On 31/03/2016 12:39 PM, Ed Jaffe wrote:
On 3/30/2016 5:19 PM, David Crayford wrote:
Reading that book reinforced my opinion that I would rather leave micro optimizations to a compiler. How can you optimize for hardware that hasn't been invented yet? In 5 years time I can just recompile my code for the new architecture in assembly you need to rewrite.

Or, if you write in Java, never recompile and always be optimized for every execution environment automatically. Not only does the JIT optimize every time the code is loaded, but real-time instrumentation ensures intense, custom optimization of the most executed paths even as the input data and/or reference patterns change over time.
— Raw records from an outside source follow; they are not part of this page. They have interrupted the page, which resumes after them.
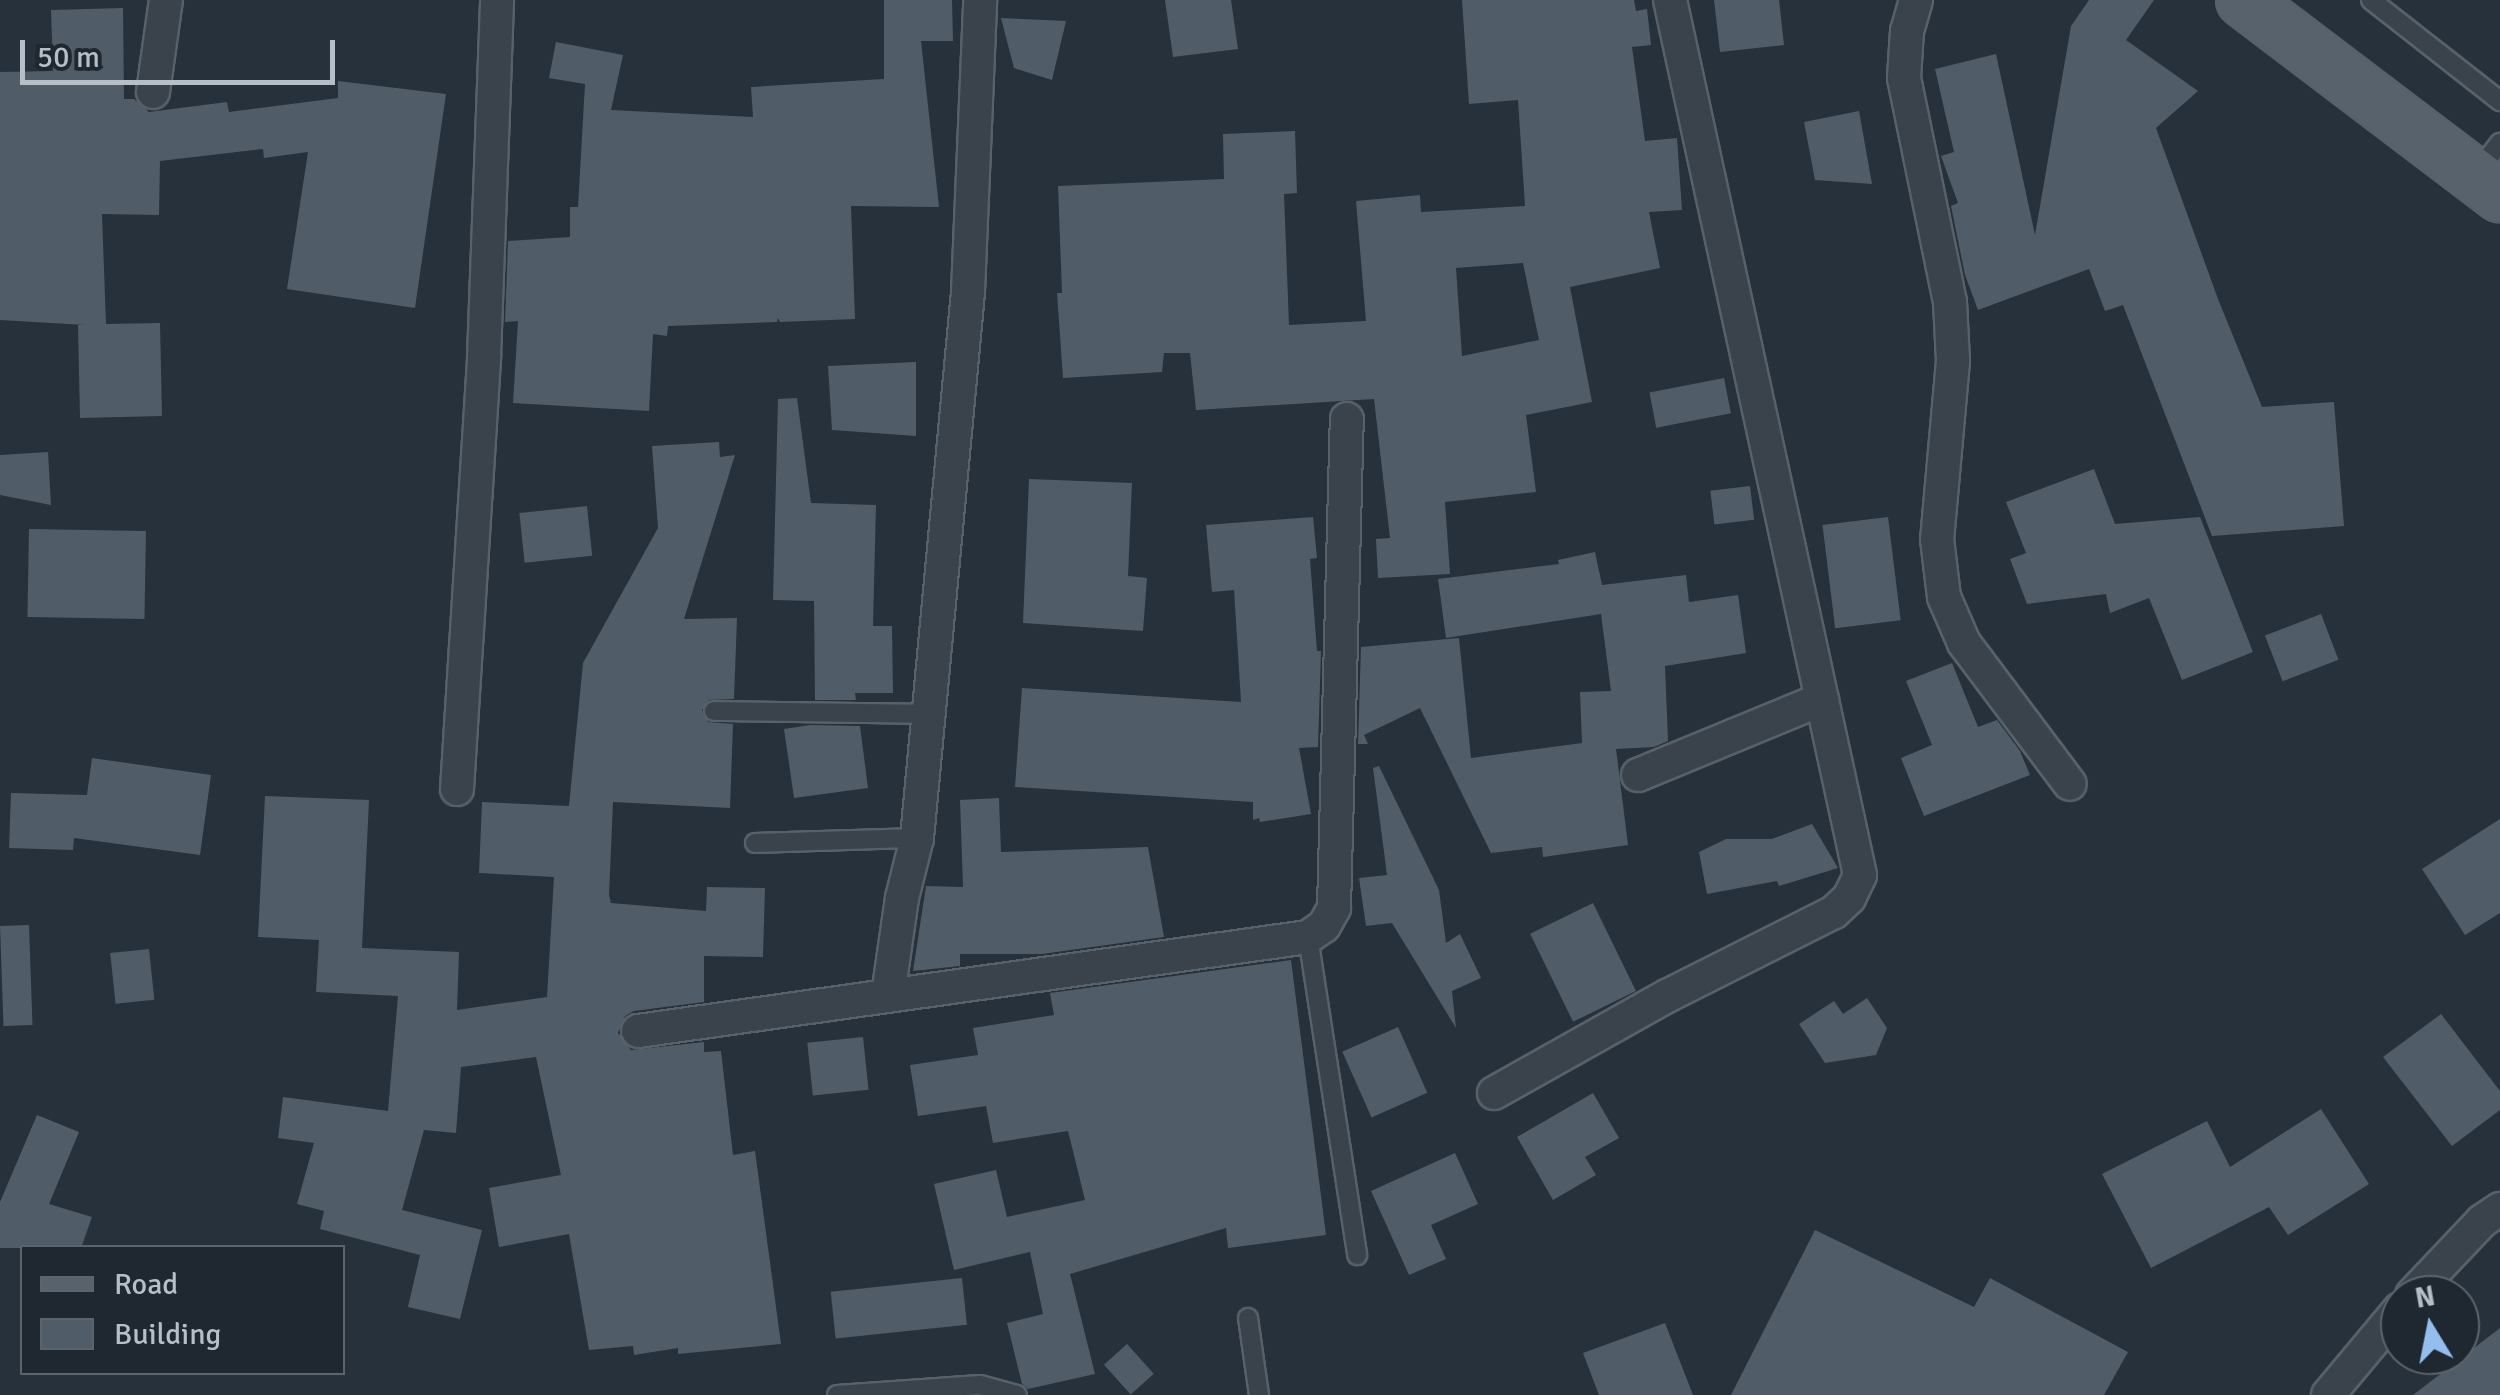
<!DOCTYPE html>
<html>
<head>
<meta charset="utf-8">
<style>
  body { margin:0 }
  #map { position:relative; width:2500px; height:1395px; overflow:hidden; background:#26313c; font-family:Signika,sans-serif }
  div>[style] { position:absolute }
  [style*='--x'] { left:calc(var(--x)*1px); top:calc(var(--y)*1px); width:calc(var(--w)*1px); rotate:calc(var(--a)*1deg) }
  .building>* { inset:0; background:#505c67; transform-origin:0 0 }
  .roads { filter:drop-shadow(2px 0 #58616a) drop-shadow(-2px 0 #58616a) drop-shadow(0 2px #58616a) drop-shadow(0 -2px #58616a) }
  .service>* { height:18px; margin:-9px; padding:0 9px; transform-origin:9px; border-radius:9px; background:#3a434c }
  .minor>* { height:32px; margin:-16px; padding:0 16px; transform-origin:16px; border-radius:16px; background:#3a434c }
  .primary>* { height:52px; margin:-26px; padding:0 26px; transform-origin:26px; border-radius:26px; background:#58626c }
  span { translate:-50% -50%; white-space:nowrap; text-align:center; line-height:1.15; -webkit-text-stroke:8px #1f2831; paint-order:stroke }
  .legend { position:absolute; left:20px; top:1245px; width:325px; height:130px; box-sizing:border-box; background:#1f2831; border:2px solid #5b646d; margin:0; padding:12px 18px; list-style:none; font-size:30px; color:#b6bec7 }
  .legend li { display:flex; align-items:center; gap:20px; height:50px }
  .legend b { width:50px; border:2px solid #5b646d }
  .north { position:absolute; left:2380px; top:1275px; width:100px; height:100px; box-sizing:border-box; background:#1f2831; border:2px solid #5b646d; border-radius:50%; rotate:350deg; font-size:28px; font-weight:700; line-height:40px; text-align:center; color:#b6bec7 }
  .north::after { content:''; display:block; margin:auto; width:35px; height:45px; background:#94beee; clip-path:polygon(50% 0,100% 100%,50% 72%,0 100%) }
  .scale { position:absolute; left:20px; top:40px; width:315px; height:45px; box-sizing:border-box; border:5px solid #b6bec7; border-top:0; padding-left:12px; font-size:30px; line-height:35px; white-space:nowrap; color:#b6bec7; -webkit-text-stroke:8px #1f2831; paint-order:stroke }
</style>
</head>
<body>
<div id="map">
  <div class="building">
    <div style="clip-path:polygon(884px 0,952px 0,953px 41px,921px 41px,939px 207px,851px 206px,855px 319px,780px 322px,778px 318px,777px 322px,668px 326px,667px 336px,653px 334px,649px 411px,513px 403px,518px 321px,505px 322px,508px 241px,570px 237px,570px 207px,578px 207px,585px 84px,549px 78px,556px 42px,623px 55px,611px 110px,753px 117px,751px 87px,884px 79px)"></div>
    <div style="clip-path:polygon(1165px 0,1231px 0,1238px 49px,1173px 57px)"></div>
    <div style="clip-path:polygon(evenodd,1462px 0,1634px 0,1636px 11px,1647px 9px,1651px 45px,1632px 47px,1645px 141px,1677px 138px,1682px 210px,1649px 212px,1660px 268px,1570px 287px,1592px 402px,1526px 415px,1536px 492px,1445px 502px,1450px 574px,1378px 578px,1376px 539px,1390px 538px,1374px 399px,1196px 410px,1190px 353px,1164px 353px,1162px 372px,1063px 378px,1057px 293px,1062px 293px,1058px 186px,1224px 179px,1223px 134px,1295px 131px,1297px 193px,1284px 194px,1289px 325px,1366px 321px,1356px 201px,1420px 195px,1421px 212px,1525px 206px,1518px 100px,1469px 104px,1462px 0,1523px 263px,1539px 340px,1462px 356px,1456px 268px,1523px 263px)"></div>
    <div style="clip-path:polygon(1714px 0,1779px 0,1784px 45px,1720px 52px)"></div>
    <div style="clip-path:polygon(2089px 0,2154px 0,2126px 40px,2198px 91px,2156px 128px,2218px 299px,2262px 407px,2334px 402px,2344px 526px,2212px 536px,2123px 305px,2105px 311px,2089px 269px,1978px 310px,1965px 275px,1951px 206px,1958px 203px,1941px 156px,1954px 152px,1935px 69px,1996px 54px,2035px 235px,2071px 26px)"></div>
    <div style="clip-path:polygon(123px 8px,124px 99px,134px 99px,149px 112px,227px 102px,229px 112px,338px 98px,338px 81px,446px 94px,415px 308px,287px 289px,308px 152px,264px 158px,263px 149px,160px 161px,159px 215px,102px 214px,106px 324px,160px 323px,162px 416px,80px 418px,78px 325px,85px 325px,0 320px,0 72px,53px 71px,51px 10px)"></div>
    <div style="clip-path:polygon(1001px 18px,1066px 21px,1052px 80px,1014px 68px)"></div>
    <div style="clip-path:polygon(1859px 111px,1872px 184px,1815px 180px,1804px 122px)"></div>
    <div style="clip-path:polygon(916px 362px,916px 436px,832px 430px,828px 366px)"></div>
    <div style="left:1724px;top:378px;width:36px;height:76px;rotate:79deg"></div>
    <div style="clip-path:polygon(797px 398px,811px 503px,876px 505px,873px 626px,892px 626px,893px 693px,855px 693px,856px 700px,815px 700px,814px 601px,773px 600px,778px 399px)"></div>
    <div style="clip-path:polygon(719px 442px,720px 457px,735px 455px,684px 619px,737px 618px,734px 699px,709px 700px,702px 710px,708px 722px,733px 724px,730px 808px,613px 802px,609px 895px,611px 903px,706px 911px,707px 887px,765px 888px,763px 957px,704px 956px,704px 1002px,634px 1011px,625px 1016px,618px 1033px,631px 1050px,704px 1042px,704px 1052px,721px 1051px,733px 1155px,755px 1151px,781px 1344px,678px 1354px,678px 1348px,634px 1355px,633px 1346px,589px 1350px,569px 1234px,499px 1247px,489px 1188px,561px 1175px,536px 1057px,461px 1067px,456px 1133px,424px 1130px,402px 1210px,482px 1230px,460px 1319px,408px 1307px,420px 1255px,320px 1229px,324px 1211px,297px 1204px,314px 1143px,278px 1138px,283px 1097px,388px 1111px,398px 996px,316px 992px,319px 940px,258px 937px,265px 796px,369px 800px,362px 948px,459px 952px,457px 1010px,547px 997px,554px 877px,479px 873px,482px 802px,569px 806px,583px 663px,658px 528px,652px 446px)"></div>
    <div style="clip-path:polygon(48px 452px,51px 505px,0 495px,0 455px)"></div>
    <div style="clip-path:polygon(2094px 469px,2115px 524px,2200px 517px,2253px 652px,2182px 680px,2149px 598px,2110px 613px,2106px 594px,2027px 604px,2010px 559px,2026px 553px,2006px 502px)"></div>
    <div style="clip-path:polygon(1029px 479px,1132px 483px,1128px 576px,1147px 578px,1143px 631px,1023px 623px)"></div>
    <div style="left:1750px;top:486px;width:34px;height:40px;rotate:83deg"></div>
    <div style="left:587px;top:506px;width:50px;height:68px;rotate:84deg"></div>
    <div style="clip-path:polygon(1313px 517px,1317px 558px,1310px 559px,1317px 651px,1321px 651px,1318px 747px,1299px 748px,1311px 814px,1260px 822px,1259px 818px,1253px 820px,1253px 802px,1015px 787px,1022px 688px,1241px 702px,1234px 590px,1212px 592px,1206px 525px)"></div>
    <div style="left:1888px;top:517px;width:104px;height:66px;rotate:83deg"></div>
    <div style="left:29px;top:529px;width:117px;height:88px;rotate:1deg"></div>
    <div style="clip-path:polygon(1595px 552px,1602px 585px,1686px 575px,1689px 602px,1738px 595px,1746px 653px,1665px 666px,1668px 741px,1654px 747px,1616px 749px,1628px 845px,1543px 857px,1542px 847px,1491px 853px,1420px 708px,1364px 735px,1368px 744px,1358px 744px,1361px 647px,1459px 638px,1471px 758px,1582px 743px,1580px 692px,1611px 691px,1601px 614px,1446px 638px,1438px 579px,1559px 564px,1558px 560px)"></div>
    <div style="left:2321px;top:614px;width:49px;height:60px;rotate:69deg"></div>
    <div style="clip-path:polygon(1952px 663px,1978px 727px,1997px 720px,2020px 751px,2030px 775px,1924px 816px,1901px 758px,1932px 745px,1906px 681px)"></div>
    <div style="clip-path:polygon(810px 725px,860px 726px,868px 788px,794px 798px,784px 729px)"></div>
    <div style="clip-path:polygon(92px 758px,211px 775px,200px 855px,74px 838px,73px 850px,9px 848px,11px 793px,87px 795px)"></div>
    <div style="clip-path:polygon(1379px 766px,1439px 890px,1446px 943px,1460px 934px,1481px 978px,1452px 991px,1456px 1028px,1392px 923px,1366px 926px,1359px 878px,1387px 875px,1373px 768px)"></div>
    <div style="clip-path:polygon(999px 798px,1001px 852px,1148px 847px,1164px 937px,1042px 954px,960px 954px,960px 966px,913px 971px,926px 886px,963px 887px,960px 800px)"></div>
    <div style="clip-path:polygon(2500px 819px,2500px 913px,2465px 935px,2422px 869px)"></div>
    <div style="clip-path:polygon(1812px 824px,1838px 868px,1779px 886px,1777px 881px,1707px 894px,1699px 852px,1726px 839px,1772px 839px)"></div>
    <div style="left:1593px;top:903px;width:98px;height:70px;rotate:64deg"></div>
    <div style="left:29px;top:925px;width:100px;height:29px;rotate:88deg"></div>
    <div style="left:149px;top:949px;width:51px;height:39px;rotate:84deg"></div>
    <div style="clip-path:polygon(1291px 960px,1326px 1235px,1228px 1248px,1226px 1228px,1070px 1274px,1095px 1374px,1028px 1389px,1022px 1384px,1007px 1323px,1043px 1314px,1030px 1252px,954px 1270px,934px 1184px,996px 1170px,1007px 1217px,1085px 1200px,1068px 1131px,993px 1143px,986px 1106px,918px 1116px,910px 1065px,978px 1055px,973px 1028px,1054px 1015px,1050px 993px)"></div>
    <div style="clip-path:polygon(1867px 998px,1887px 1028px,1876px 1055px,1825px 1063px,1799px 1024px,1834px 1001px,1843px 1014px)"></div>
    <div style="clip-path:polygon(2441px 1014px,2500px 1091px,2500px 1110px,2452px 1146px,2383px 1057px)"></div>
    <div style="left:1398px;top:1027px;width:72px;height:61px;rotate:66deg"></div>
    <div style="left:863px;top:1037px;width:53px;height:56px;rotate:84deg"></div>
    <div style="clip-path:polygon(1593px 1093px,1619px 1138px,1585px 1157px,1596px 1175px,1553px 1200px,1517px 1137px)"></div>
    <div style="clip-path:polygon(2321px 1109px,2369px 1184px,2288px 1235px,2269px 1207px,2151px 1268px,2102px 1174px,2207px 1121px,2230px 1167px)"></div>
    <div style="clip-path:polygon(37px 1115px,79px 1132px,49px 1204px,92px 1217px,81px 1248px,0 1248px,0 1202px)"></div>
    <div style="clip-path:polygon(1455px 1153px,1478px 1204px,1431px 1225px,1446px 1259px,1409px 1275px,1371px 1191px)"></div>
    <div style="clip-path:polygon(1815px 1230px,1974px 1307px,1990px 1278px,2128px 1352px,2104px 1395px,1731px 1395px)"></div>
    <div style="left:962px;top:1278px;width:47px;height:132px;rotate:84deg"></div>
    <div style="clip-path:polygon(1665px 1323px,1693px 1395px,1599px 1395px,1583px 1353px)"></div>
    <div style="clip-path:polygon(2500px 1328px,2500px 1395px,2413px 1395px)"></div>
    <div style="left:1127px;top:1344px;width:40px;height:31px;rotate:48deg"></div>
  </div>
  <div class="roads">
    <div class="service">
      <div style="--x:2371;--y:0;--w:164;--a:38.1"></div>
      <div style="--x:2478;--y:171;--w:36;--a:-52"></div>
      <div style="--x:714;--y:711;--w:214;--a:0.8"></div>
      <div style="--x:755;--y:843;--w:162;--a:-1.8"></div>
      <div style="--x:1308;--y:937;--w:322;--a:81.2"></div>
      <div style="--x:1248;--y:1318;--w:78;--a:81.9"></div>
      <div style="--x:837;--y:1395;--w:143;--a:-4"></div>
      <div style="--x:980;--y:1385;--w:38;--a:15"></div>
    </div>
    <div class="minor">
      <div style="--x:1916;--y:0;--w:32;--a:106"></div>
      <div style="--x:1907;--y:31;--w:47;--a:93.7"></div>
      <div style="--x:1904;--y:78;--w:229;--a:78.4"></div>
      <div style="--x:1950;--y:302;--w:59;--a:87.1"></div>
      <div style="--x:1953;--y:361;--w:179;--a:95.1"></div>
      <div style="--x:1937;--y:539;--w:58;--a:83.1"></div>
      <div style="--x:1944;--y:597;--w:50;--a:66.5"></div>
      <div style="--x:1964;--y:643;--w:176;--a:53.1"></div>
      <div style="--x:153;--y:92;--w:93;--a:-82"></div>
      <div style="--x:1638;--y:775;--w:199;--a:-22.4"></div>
      <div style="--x:457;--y:789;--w:433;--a:-86.4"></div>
      <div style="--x:484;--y:357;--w:357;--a:-87.9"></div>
      <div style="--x:888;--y:995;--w:98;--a:-81.8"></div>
      <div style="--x:902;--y:898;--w:62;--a:-76"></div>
      <div style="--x:917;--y:838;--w:548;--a:-84.66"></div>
      <div style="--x:968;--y:292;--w:292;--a:-87.6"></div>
      <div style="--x:638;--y:1031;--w:677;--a:-7.99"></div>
      <div style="--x:1308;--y:937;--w:19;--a:-35"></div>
      <div style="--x:1324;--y:926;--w:21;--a:-61"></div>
      <div style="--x:1334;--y:908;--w:489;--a:-88.5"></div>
      <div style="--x:1494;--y:1093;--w:198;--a:-29.3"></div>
      <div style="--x:1667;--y:996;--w:187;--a:-26.7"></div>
      <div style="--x:1834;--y:912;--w:21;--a:-43"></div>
      <div style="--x:1849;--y:898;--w:25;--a:-64"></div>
      <div style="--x:1860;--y:875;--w:895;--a:-102.25"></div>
      <div style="--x:2412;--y:1295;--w:102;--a:-46.6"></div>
      <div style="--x:2482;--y:1221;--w:22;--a:-34"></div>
      <div style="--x:2328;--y:1395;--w:112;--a:-50.1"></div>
    </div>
    <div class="primary">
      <div style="--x:2243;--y:0;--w:323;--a:37.2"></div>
    </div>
  </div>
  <ul class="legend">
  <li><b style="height:12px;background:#58626c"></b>Road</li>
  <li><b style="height:28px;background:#505c67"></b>Building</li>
  </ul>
  <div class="north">N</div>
  <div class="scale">50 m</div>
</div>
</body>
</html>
Indeed, good point. We use Java for some of new products or should I say the JVM because the language is Scala. It's decent. However, in comparison to a C++ program that does the same thing the JVM uses an order of magnitude more resources and we achieve similar hot spot optimizations using PDF. C++ has deterministic GC in the form of smart pointers. We've only got one zIIP and it doesn't take much to max it out. I was reading that the JVM spawns a garbage collection thread for each available core. I wonder how many GC threads the JVM spawns per zIIP? When a stop the world event happens watch those zIIPs spike! I've been amused watching the RMF zIIP metrics in Grafana.